=== BRIEF ===
Print, from the listing below, the lines starting at the line containing "position:absolute; left:2044px; top:18px;" and ending at the line containing "display:grid; place-items:center; width:60px;", exactly as they stand, and print nothing else.
DATA RECORDS section start
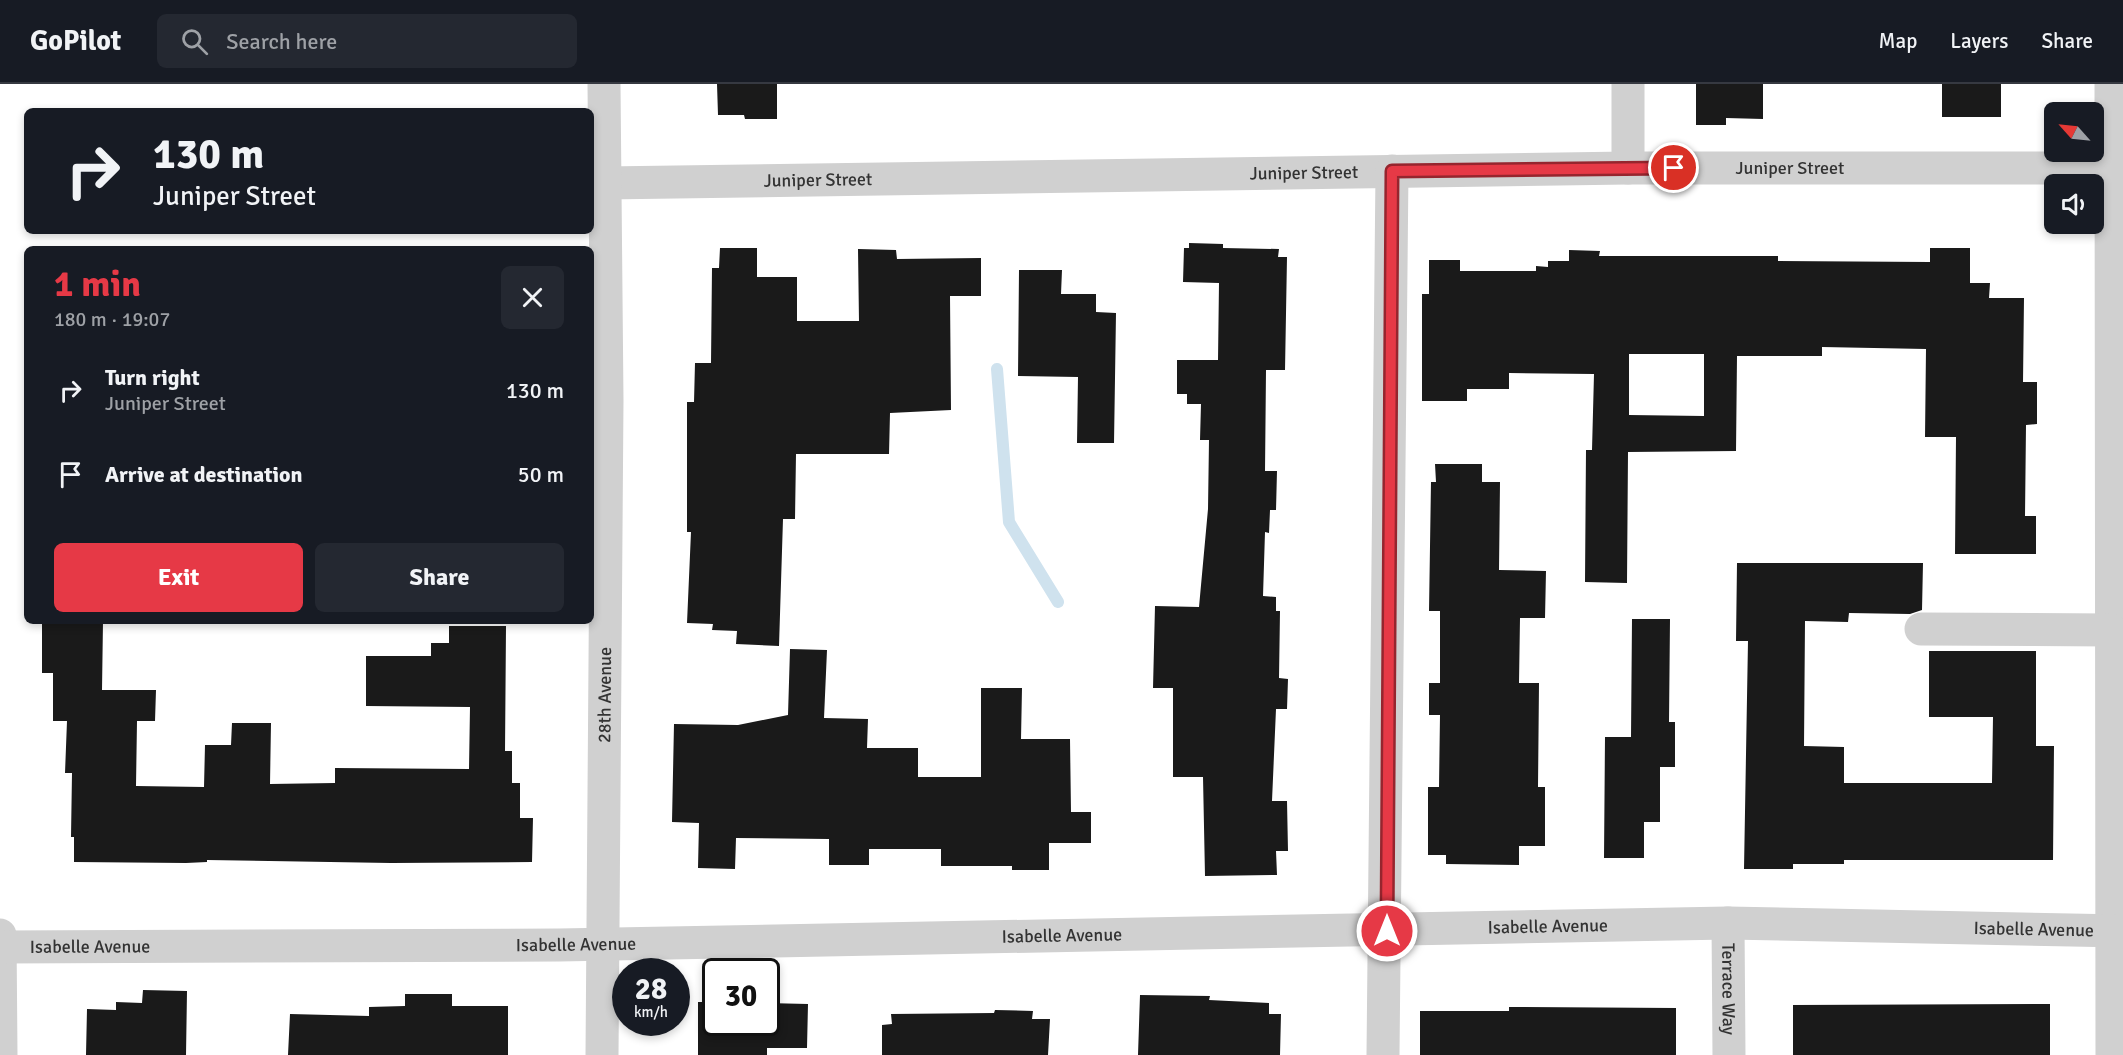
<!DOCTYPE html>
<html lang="en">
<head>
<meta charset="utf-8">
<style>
	body { margin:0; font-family:Signika,sans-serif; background:#242831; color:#f1f3f6; height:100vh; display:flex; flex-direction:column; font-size:22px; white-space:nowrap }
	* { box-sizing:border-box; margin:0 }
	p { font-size:20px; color:#9ea1a6 }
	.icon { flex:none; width:33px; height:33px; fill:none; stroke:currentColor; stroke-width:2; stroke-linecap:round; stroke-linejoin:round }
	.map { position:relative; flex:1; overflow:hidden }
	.sheet { position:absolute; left:24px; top:162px; width:570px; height:378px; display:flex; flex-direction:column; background:#171b24; border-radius:9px; box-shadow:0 3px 9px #0003 }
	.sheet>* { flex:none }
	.hud { position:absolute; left:24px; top:24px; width:570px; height:126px; border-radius:9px; box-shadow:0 3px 9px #0003; background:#171b24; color:#f1f3f6; overflow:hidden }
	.needle { width:39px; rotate:297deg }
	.controls { position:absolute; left:2044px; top:18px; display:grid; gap:12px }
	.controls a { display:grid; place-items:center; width:60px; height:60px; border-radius:9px; background:#171b24; box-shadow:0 3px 9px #0003; font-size:30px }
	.speed { position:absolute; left:612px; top:874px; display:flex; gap:12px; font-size:30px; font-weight:700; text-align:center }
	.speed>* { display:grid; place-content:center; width:78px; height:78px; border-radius:50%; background:#171b24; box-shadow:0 3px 9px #0003; line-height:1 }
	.speed small { font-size:15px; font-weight:400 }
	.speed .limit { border:3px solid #111; border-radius:9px; background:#fff; color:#111 }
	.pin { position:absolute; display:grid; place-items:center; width:51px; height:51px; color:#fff; margin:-26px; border:3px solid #fff; border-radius:50%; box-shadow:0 2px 6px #0007 }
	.me { position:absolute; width:66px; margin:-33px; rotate:0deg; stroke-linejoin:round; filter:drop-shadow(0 0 4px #0008) }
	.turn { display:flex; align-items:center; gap:21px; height:126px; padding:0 30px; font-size:27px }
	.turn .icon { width:78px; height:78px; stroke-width:2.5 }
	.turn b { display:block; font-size:42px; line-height:51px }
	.round { display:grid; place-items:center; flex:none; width:63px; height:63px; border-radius:9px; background:#242831 }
	.overview { display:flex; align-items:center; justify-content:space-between; height:102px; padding:0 30px }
	h1 { font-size:36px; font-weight:700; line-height:45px; color:#e63946 }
	.cta { display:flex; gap:12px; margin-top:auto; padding:12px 30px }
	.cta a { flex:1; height:69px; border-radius:9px; background:#e63946; color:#fff; font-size:24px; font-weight:700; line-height:69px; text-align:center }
	.cta a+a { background:#242831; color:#f1f3f6 }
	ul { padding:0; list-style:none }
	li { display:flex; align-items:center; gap:18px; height:84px; padding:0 30px }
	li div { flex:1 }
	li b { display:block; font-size:22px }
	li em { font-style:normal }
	header { display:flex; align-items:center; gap:36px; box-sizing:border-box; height:84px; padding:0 30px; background:#171b24; border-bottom:2px solid #363941 }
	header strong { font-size:28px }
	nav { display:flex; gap:33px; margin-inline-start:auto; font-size:21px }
	.search { width:420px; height:54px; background:#242831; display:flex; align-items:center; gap:15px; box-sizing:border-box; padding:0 21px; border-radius:9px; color:#9ea1a6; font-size:22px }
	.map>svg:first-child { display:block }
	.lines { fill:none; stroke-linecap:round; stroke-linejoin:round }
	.stream { stroke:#cfe2ee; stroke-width:12 }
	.building { fill:#1a1a1a; fill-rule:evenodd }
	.minor { stroke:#d0d0d0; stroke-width:33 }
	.route-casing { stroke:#96252e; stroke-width:15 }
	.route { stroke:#e63946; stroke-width:10 }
	.labels { text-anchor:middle; stroke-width:6; stroke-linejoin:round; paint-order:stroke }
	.street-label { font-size:18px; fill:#333; stroke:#fff }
</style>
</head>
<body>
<header>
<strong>GoPilot</strong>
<div class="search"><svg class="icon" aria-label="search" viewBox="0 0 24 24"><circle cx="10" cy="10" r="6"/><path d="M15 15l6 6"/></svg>Search here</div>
<nav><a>Map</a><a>Layers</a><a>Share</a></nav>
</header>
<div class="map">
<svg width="2123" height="971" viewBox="0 0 2123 971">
	<rect width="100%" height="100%" fill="#fff"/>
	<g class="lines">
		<!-- stream -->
		<polyline class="stream" points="997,285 1009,438 1058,518"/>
	</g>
	<!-- building -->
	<g class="building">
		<polygon points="717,0 777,0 777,35 745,35 744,31 718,31"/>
		<polygon points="1696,0 1763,0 1763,35 1726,34 1726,41 1696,41"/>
		<rect x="1942" y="0" width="59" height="33"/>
		<polygon points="1189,159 1223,160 1223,164 1279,165 1278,173 1287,173 1285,286 1266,286 1265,387 1277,387 1276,426 1270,426 1269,449 1265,448 1263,512 1276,513 1276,527 1280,527 1279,594 1288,595 1287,625 1276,625 1272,717 1287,717 1288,767 1276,767 1277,791 1205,792 1203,693 1173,693 1173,604 1153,604 1155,522 1199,523 1208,425 1209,356 1200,356 1201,320 1187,320 1187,310 1177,310 1177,276 1218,276 1219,199 1183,198 1184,164 1189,164"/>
		<polygon points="720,164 757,164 757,193 797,193 797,237 859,237 858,165 896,166 897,175 981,174 981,212 950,212 951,326 890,329 889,370 796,370 795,435 783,435 779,562 736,560 737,547 712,546 713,540 687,539 691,448 687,448 687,318 694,318 695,279 711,279 712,184 719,184"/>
		<path d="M1930,164h40v35h20l-1,15h35l-1,84h14v42l-11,1 -1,91h11v38h-81l1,-117h-31l1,-88 -104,-2v9h-85l-1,95 -108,1 -1,131 -42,-1 1,-132h6l2,-76 -85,-1v16h-42v12h-45v-107h7v-34h31v11h76v-5l12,1v-6h21v-11l31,1 -1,5h179v5l152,1zM1629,270h75v62l-75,-1z"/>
		<polygon points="1019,186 1062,186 1061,210 1096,210 1096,228 1116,229 1114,359 1077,359 1078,293 1018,292"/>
		<polygon points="1435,380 1482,380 1482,398 1500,398 1499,486 1546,487 1545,534 1520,534 1519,599 1539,599 1538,703 1545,703 1545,762 1519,762 1519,781 1446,780 1446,771 1428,771 1428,703 1439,703 1440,631 1429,631 1429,599 1440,599 1440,527 1429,527 1431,398 1436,398"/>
		<polygon points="1737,479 1923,479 1922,526 1910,530 1849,529 1848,538 1805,537 1804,662 1844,663 1844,699 1992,699 1993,633 1929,633 1929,567 2036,567 2036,662 2054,662 2053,776 1844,776 1844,780 1793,780 1793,785 1744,785 1748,557 1736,557"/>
		<polygon points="1632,535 1670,535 1669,638 1675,638 1675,683 1660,683 1660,738 1644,738 1644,774 1604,774 1605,653 1631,653"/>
		<polygon points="42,537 103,537 102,606 156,606 155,637 137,637 136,702 204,703 205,661 231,661 232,639 271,639 270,700 335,699 335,684 469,685 470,623 366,622 366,572 431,572 431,559 449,559 449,542 506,542 505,667 512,667 512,699 520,699 520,734 533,734 532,778 391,779 207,776 207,778 186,779 74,778 74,753 71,753 72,689 65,689 67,637 53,637 53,589 42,589"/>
		<polygon points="790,565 827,566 824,634 868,635 867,664 918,664 918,693 981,693 981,604 1022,604 1021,655 1070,655 1071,728 1091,728 1091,759 1049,759 1049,786 1012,786 1012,782 941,782 941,765 869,765 869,781 829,781 829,755 736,754 735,785 698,784 699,739 672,738 674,640 738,641 788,631"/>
		<polygon points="143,906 187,907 186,971 86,971 87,925 116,926 116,918 142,919"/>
		<polygon points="405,910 452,910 452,922 508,922 508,971 288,971 290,930 369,932 369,923 405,922"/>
		<polygon points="1140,911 1210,912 1209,916 1269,919 1269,930 1281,930 1280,971 1138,971"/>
		<polygon points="698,918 716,918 716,939 766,939 766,919 808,920 807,964 767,964 767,971 698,971"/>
		<polygon points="2050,920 2050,971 1793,971 1793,921"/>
		<polygon points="1509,923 1676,924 1676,971 1420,971 1420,927 1509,927"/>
		<polygon points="995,926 1033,927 1032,935 1050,935 1048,971 882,971 882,941 892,940 891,930 994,929"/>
	</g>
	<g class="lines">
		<!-- minor -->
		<g class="minor">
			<polyline points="2111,0 2112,971"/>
			<polyline points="1628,84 1628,0"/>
			<path id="s1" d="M605,99l1023,-15h482"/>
			<polyline points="1921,545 2111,546"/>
			<path id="s2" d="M1728,839l1,132"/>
			<polyline points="0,851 1,971"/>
			<path id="s3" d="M0,863l559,-2 1169,-22 395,8"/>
			<path id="s4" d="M602,971l5,-655 -3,-316"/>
			<polyline points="1383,971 1392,87"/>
		</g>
	</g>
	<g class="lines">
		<defs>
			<polyline id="route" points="1387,847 1392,87 1674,84"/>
		</defs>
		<!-- route casing -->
		<use href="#route" class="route-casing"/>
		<!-- route -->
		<use href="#route" class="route"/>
	</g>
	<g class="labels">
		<!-- street labels -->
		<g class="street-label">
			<text dy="6" stroke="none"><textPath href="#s1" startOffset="1185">Juniper Street</textPath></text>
			<text dy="6" stroke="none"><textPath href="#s1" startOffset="699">Juniper Street</textPath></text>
			<text dy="6" stroke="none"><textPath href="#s1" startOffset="213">Juniper Street</textPath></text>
			<text dy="6" stroke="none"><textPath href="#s4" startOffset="360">28th Avenue</textPath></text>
			<text dy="6" stroke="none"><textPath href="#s3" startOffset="1548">Isabelle Avenue</textPath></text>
			<text dy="6" stroke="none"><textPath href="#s3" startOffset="2034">Isabelle Avenue</textPath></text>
			<text dy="6" stroke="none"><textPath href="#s3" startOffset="1062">Isabelle Avenue</textPath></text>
			<text dy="6" stroke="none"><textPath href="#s3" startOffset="576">Isabelle Avenue</textPath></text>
			<text dy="6" stroke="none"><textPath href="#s3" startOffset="90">Isabelle Avenue</textPath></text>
			<text dy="6" stroke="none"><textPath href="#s2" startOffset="66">Terrace Way</textPath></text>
		</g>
	</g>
</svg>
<div class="controls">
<a><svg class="needle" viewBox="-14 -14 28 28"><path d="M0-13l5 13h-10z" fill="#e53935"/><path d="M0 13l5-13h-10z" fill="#9ea1a6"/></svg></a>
<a><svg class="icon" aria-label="sound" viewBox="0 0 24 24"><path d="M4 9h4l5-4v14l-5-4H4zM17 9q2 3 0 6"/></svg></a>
</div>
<div class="speed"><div>28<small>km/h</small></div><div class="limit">30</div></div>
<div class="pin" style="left:1674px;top:84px;background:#d93025"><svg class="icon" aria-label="arrive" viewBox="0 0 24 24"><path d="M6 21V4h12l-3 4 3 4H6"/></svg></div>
<svg class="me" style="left:1387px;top:847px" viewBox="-20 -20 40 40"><circle r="17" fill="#e63946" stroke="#fff" stroke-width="3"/><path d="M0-11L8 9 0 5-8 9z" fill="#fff"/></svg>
<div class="hud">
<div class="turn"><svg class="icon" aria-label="right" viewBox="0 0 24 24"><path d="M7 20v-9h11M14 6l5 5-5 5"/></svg><div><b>130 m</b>Juniper Street</div></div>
</div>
<section class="sheet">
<div class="overview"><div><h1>1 min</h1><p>180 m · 19:07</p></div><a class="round"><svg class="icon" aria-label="close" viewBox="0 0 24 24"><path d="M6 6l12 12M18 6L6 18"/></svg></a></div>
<ul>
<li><svg class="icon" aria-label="right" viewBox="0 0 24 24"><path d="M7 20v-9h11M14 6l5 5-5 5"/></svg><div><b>Turn right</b><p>Juniper Street</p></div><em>130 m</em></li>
<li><svg class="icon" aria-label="arrive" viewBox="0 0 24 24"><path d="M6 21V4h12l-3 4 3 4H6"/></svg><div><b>Arrive at destination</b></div><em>50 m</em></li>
</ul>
<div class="cta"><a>Exit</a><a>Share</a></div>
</section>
</div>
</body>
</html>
DATA RECORDS section end
=== RESULT OF THIS EXERCISE ===
	.controls { position:absolute; left:2044px; top:18px; display:grid; gap:12px }
	.controls a { display:grid; place-items:center; width:60px; height:60px; border-radius:9px; background:#171b24; box-shadow:0 3px 9px #0003; font-size:30px }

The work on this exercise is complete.